### Instructions to follow:
Scan the entries below. Return every line that includes "industrial".

--- Data for this task ---

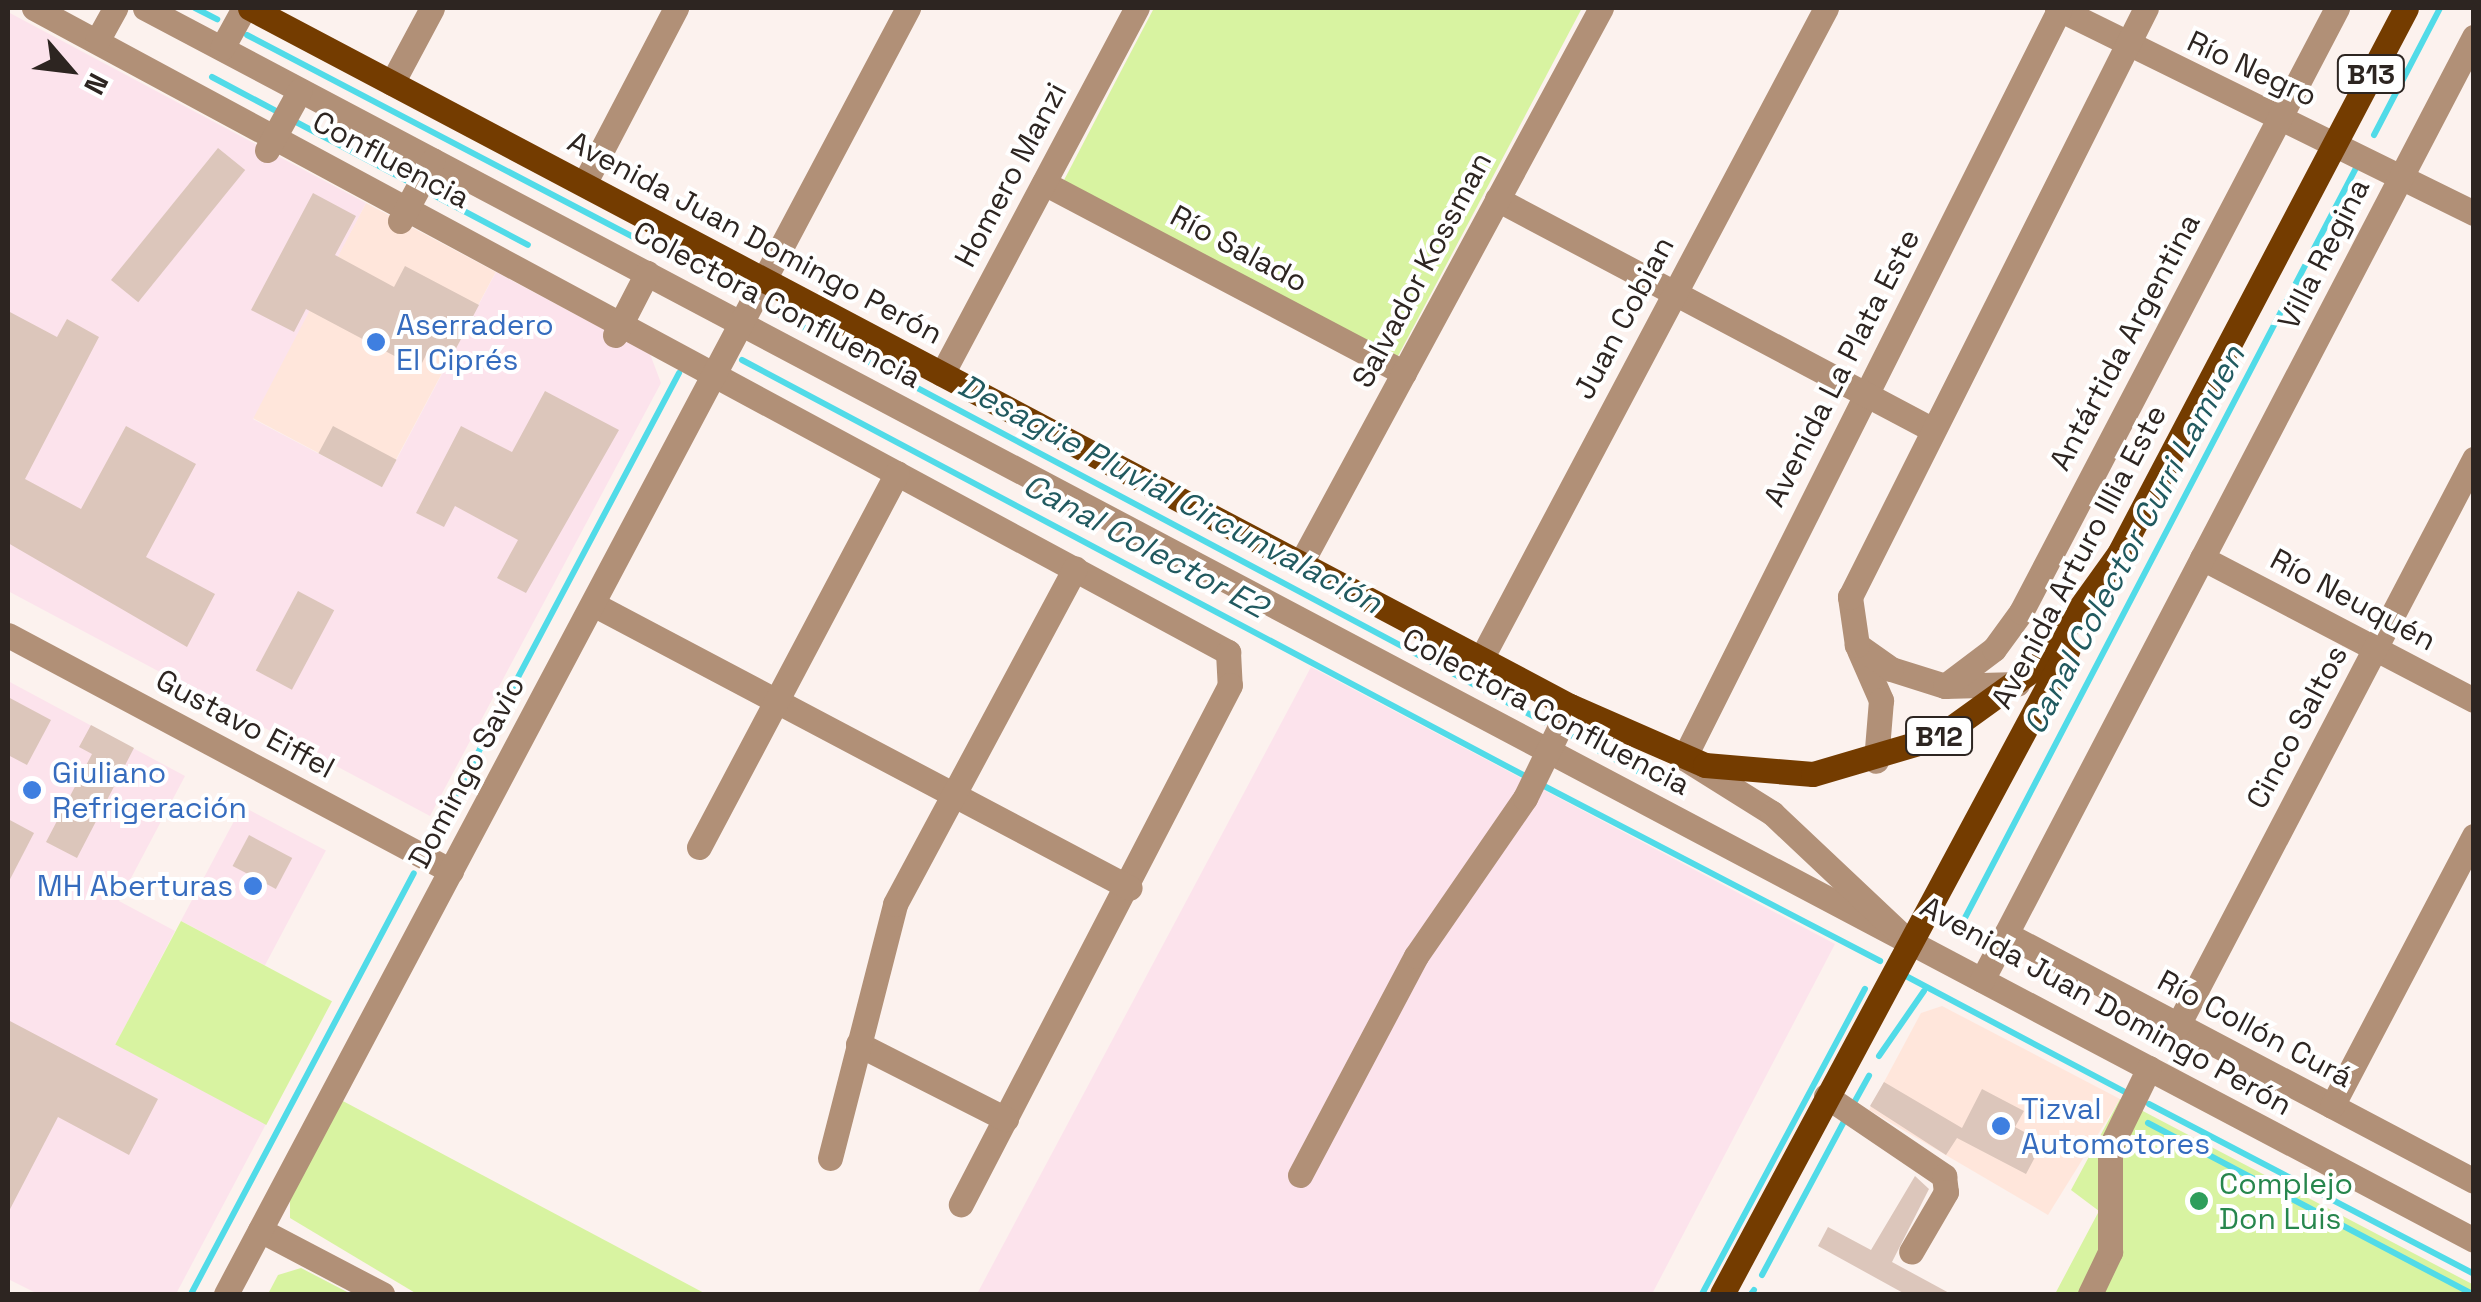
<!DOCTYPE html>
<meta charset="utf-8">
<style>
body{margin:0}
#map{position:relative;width:2481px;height:1302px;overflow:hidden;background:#fcf2ee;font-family:"Space Grotesk",sans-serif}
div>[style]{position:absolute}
.built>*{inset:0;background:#ffe6db;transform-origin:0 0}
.industrial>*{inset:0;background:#fce3ec;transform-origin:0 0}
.green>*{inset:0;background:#d8f3a1;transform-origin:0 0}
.stream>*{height:6px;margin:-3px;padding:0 3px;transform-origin:3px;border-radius:3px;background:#51dbe8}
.building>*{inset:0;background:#dcc6bb;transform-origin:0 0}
.minor>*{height:25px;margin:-12.5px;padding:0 12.5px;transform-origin:12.5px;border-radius:12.5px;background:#b19077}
.major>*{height:25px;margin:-12.5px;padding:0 12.5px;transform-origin:12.5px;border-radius:12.5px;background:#743c00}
.dots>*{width:28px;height:28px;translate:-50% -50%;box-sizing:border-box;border:5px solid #fff;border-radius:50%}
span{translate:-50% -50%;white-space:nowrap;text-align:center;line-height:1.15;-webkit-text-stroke:8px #fff;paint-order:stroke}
.shield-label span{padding:2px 8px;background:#fff;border:2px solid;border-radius:8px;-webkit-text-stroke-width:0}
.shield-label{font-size:28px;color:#2d2521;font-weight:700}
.street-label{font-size:30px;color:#2d2521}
.shop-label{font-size:30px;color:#366cbe}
.left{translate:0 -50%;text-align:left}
.right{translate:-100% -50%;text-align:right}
.leisure-label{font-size:30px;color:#27864d}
.water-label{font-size:32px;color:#215a60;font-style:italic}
.frame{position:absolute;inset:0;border:10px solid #2d2521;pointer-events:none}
.north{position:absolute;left:20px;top:20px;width:100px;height:100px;-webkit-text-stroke:8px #fff;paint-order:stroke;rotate:118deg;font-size:28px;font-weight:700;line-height:40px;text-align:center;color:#2d2521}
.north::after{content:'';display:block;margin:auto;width:35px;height:45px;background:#2d2521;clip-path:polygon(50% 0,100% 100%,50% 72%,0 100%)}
</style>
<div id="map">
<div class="built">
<div style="left:366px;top:203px;width:147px;height:243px;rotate:28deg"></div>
<div style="clip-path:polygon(1942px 1006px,2120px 1099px,2048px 1215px,1869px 1110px,1921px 1013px)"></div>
</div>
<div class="industrial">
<div style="clip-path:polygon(8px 12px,366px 203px,253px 419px,382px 487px,496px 272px,650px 354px,661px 383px,430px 816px,8px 591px)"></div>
<div style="clip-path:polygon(1311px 667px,1835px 944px,1652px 1294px,977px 1294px)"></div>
<div style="clip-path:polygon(8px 681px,185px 776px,119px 901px,175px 931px,116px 1044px,266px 1124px,176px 1294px,38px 1294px,8px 1279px)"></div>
<div style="left:242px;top:806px;width:95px;height:130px;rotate:28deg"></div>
</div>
<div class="green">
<div style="clip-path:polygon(1154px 8px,1582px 8px,1397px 358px,1063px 182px)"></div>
<div style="left:181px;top:921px;width:171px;height:140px;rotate:28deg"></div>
<div style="clip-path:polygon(2120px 1099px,2474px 1285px,2473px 1294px,2055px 1294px,2099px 1211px,2071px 1190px)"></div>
<div style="clip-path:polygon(341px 1100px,706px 1294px,417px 1294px,290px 1218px,290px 1197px)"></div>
<div style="clip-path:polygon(301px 1268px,351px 1294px,268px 1294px,278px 1275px)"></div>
</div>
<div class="stream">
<div style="left:195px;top:8px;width:25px;rotate:27deg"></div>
<div style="left:247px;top:35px;width:542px;rotate:27.61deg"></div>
<div style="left:212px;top:77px;width:75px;rotate:27.9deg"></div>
<div style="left:296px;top:122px;width:130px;rotate:27.9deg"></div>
<div style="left:2374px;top:135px;width:143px;rotate:-62.5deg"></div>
<div style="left:428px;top:192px;width:113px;rotate:27.9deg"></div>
<div style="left:773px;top:311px;width:874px;rotate:28.06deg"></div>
<div style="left:742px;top:360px;width:887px;rotate:27.98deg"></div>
<div style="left:1573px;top:737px;width:123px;rotate:28deg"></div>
<div style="left:1544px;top:786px;width:379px;rotate:27.5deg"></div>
<div style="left:434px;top:836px;width:524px;rotate:-62.11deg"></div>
<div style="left:1956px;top:935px;width:865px;rotate:-62.46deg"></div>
<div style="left:1904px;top:975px;width:252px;rotate:27.9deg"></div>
<div style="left:1879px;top:1056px;width:79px;rotate:-55.3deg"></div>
<div style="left:1855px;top:1101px;width:29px;rotate:-61deg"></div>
<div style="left:2149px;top:1104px;width:367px;rotate:27.6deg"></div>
<div style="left:2148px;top:1123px;width:366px;rotate:27.8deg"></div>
<div style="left:1762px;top:1275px;width:180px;rotate:-61.9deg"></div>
<div style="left:191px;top:1294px;width:476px;rotate:-62.1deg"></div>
<div style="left:1702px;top:1294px;width:346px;rotate:-61.9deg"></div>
<div style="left:1751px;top:1294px;width:5px;rotate:-53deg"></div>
</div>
<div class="building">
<div style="left:218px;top:148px;width:35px;height:170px;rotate:39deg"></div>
<div style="clip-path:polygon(313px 193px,356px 216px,335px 255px,394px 287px,405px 266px,479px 305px,451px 358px,430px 347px,419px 369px,306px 309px,294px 332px,251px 310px)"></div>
<div style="clip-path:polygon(8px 311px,57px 337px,67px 319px,99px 337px,25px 479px,81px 509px,126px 426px,196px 464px,146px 557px,215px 594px,187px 647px,8px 543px)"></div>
<div style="clip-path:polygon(545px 391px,619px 430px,526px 593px,497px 578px,518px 540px,455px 506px,444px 527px,416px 513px,461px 426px,512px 452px)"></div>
<div style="left:333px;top:426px;width:72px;height:31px;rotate:28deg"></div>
<div style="left:298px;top:591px;width:41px;height:90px;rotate:28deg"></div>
<div style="clip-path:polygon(8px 697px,51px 720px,27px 765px,8px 755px)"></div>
<div style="clip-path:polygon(91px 725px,134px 748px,77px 858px,46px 842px,92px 754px,79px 747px)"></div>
<div style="clip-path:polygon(8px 819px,34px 833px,8px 883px)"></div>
<div style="left:249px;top:835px;width:49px;height:35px;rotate:28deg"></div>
<div style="clip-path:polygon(8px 1020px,158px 1099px,129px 1155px,58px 1117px,8px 1213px)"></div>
<div style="clip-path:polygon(1884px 1082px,1962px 1128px,1982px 1089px,2024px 1111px,2015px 1127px,2043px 1142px,2026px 1174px,1957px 1138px,1946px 1155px,1870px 1106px)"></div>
<div style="clip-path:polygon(1915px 1176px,1929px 1189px,1892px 1262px,1951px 1294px,1905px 1294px,1818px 1246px,1828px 1227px,1871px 1250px)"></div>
</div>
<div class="minor">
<div style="left:34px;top:8px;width:1357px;rotate:28.34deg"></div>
<div style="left:1228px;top:652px;width:33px;rotate:87deg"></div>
<div style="left:1230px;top:685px;width:585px;rotate:117.4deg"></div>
<div style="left:145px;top:8px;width:1995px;rotate:27.89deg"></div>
<div style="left:2057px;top:8px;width:465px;rotate:26.2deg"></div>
<div style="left:2060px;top:8px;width:839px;rotate:116.63deg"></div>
<div style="left:1684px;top:758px;width:104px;rotate:32deg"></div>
<div style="left:1772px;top:813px;width:187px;rotate:43.3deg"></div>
<div style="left:1908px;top:941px;width:640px;rotate:27.85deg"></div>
<div style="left:97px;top:41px;width:38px;rotate:-61deg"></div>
<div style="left:222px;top:48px;width:46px;rotate:-61.2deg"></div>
<div style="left:392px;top:83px;width:85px;rotate:-61.9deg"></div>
<div style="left:267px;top:150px;width:68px;rotate:-61.2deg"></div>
<div style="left:1044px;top:183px;width:407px;rotate:27.8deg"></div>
<div style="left:584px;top:184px;width:199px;rotate:-62.4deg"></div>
<div style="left:1497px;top:199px;width:493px;rotate:27.9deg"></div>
<div style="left:400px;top:221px;width:69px;rotate:-61.6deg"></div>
<div style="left:615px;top:335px;width:70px;rotate:-62.7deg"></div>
<div style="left:942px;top:374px;width:415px;rotate:-62deg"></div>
<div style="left:2202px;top:558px;width:307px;rotate:27.6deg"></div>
<div style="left:1301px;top:563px;width:631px;rotate:-61.61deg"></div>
<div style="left:593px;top:604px;width:607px;rotate:27.87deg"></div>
<div style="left:8px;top:635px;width:502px;rotate:28.05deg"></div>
<div style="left:1859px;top:650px;width:55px;rotate:66.3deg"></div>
<div style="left:1881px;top:700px;width:61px;rotate:94.7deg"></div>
<div style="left:1481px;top:659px;width:737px;rotate:-62.08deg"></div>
<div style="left:2017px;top:684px;width:72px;rotate:178.4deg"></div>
<div style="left:1945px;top:686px;width:57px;rotate:-162.5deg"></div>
<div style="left:1891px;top:669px;width:42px;rotate:-144.8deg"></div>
<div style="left:1857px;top:645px;width:49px;rotate:-98.3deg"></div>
<div style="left:1850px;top:597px;width:659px;rotate:-63.32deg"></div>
<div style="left:1945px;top:686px;width:61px;rotate:-37.1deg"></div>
<div style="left:1994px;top:649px;width:46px;rotate:-53.9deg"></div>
<div style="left:2021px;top:612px;width:682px;rotate:-62.38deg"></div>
<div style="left:699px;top:847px;width:423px;rotate:-62.1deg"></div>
<div style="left:2006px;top:934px;width:529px;rotate:27.82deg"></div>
<div style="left:1982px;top:980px;width:1064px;rotate:-62.45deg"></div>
<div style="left:2178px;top:1025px;width:639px;rotate:-62.39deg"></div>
<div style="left:858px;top:1044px;width:166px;rotate:26.9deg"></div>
<div style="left:1826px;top:1096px;width:143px;rotate:34.1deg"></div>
<div style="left:1944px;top:1176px;width:16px;rotate:83deg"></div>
<div style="left:1946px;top:1192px;width:69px;rotate:120.3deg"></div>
<div style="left:2332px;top:1106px;width:305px;rotate:-62.3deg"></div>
<div style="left:830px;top:1158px;width:262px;rotate:-75.6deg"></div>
<div style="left:895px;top:904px;width:381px;rotate:-61.8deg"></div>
<div style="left:1300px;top:1175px;width:248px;rotate:-62.1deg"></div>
<div style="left:1416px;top:956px;width:192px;rotate:-55.4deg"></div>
<div style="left:1525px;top:798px;width:102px;rotate:-63.9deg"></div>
<div style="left:260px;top:1230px;width:138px;rotate:27.7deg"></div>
<div style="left:226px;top:1294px;width:1456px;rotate:-62.06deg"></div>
<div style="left:2090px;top:1294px;width:47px;rotate:-64.5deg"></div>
<div style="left:2110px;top:1252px;width:104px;rotate:-90deg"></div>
<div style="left:2110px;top:1148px;width:89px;rotate:-64deg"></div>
</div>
<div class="major">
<div style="left:250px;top:8px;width:1493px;rotate:27.87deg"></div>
<div style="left:1570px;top:706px;width:147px;rotate:23.6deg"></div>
<div style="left:1705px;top:765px;width:108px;rotate:4.8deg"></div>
<div style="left:1813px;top:774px;width:131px;rotate:-16.4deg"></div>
<div style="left:1939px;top:737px;width:123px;rotate:-35.8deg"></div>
<div style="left:2039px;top:665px;width:140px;rotate:-54.3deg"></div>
<div style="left:2113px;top:565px;width:629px;rotate:-62.25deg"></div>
<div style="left:1722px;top:1294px;width:732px;rotate:-61.79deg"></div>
</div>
<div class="dots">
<div style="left:376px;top:342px;background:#3f7fe0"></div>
<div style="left:32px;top:790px;background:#3f7fe0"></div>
<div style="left:253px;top:886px;background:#3f7fe0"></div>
<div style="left:2001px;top:1126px;background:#3f7fe0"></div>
<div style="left:2199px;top:1201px;background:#2e9e5b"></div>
</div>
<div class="shield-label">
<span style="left:2371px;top:74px">B13</span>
<span style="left:1939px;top:736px">B12</span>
</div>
<div class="street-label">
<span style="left:2252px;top:69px;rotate:25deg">Río Negro</span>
<span style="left:391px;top:160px;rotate:28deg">Confluencia</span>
<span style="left:1011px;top:175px;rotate:-62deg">Homero Manzi</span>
<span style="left:755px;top:238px;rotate:28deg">Avenida Juan Domingo Perón</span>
<span style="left:1239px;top:249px;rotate:28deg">Río Salado</span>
<span style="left:2324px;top:254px;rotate:-63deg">Villa Regina</span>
<span style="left:1422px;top:270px;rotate:-62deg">Salvador Kossman</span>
<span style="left:777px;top:305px;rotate:28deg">Colectora Confluencia</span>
<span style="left:1624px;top:318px;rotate:-62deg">Juan Cobian</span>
<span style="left:2125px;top:342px;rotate:-62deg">Antártida Argentina</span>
<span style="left:1842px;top:368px;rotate:-63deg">Avenida La Plata Este</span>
<span style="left:2079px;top:557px;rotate:-62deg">Avenida Arturo Illia Este</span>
<span style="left:2353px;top:600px;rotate:28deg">Río Neuquén</span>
<span style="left:1546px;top:712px;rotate:28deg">Colectora Confluencia</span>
<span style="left:245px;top:724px;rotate:28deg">Gustavo Eiffel</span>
<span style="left:2297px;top:727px;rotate:-62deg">Cinco Saltos</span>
<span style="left:467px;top:772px;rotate:-62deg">Domingo Savio</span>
<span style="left:2106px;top:1006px;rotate:29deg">Avenida Juan Domingo Perón</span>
<span style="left:2255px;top:1029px;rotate:28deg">Río Collón Curá</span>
</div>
<div class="shop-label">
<span class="left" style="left:396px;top:342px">Aserradero<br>El Ciprés</span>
<span class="left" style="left:52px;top:790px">Giuliano<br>Refrigeración</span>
<span class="right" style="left:233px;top:886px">MH Aberturas</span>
<span class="left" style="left:2021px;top:1126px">Tizval<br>Automotores</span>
</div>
<div class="leisure-label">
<span class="left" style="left:2219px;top:1201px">Complejo<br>Don Luis</span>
</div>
<div class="water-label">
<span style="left:1170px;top:494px;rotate:28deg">Desagüe Pluvial Circunvalación</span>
<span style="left:2134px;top:540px;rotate:-62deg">Canal Colector Curri Lamuen</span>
<span style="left:1145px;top:546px;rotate:28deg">Canal Colector E2</span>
</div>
<div class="frame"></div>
<div class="north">N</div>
</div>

---

### Response below:
.industrial>*{inset:0;background:#fce3ec;transform-origin:0 0}
<div class="industrial">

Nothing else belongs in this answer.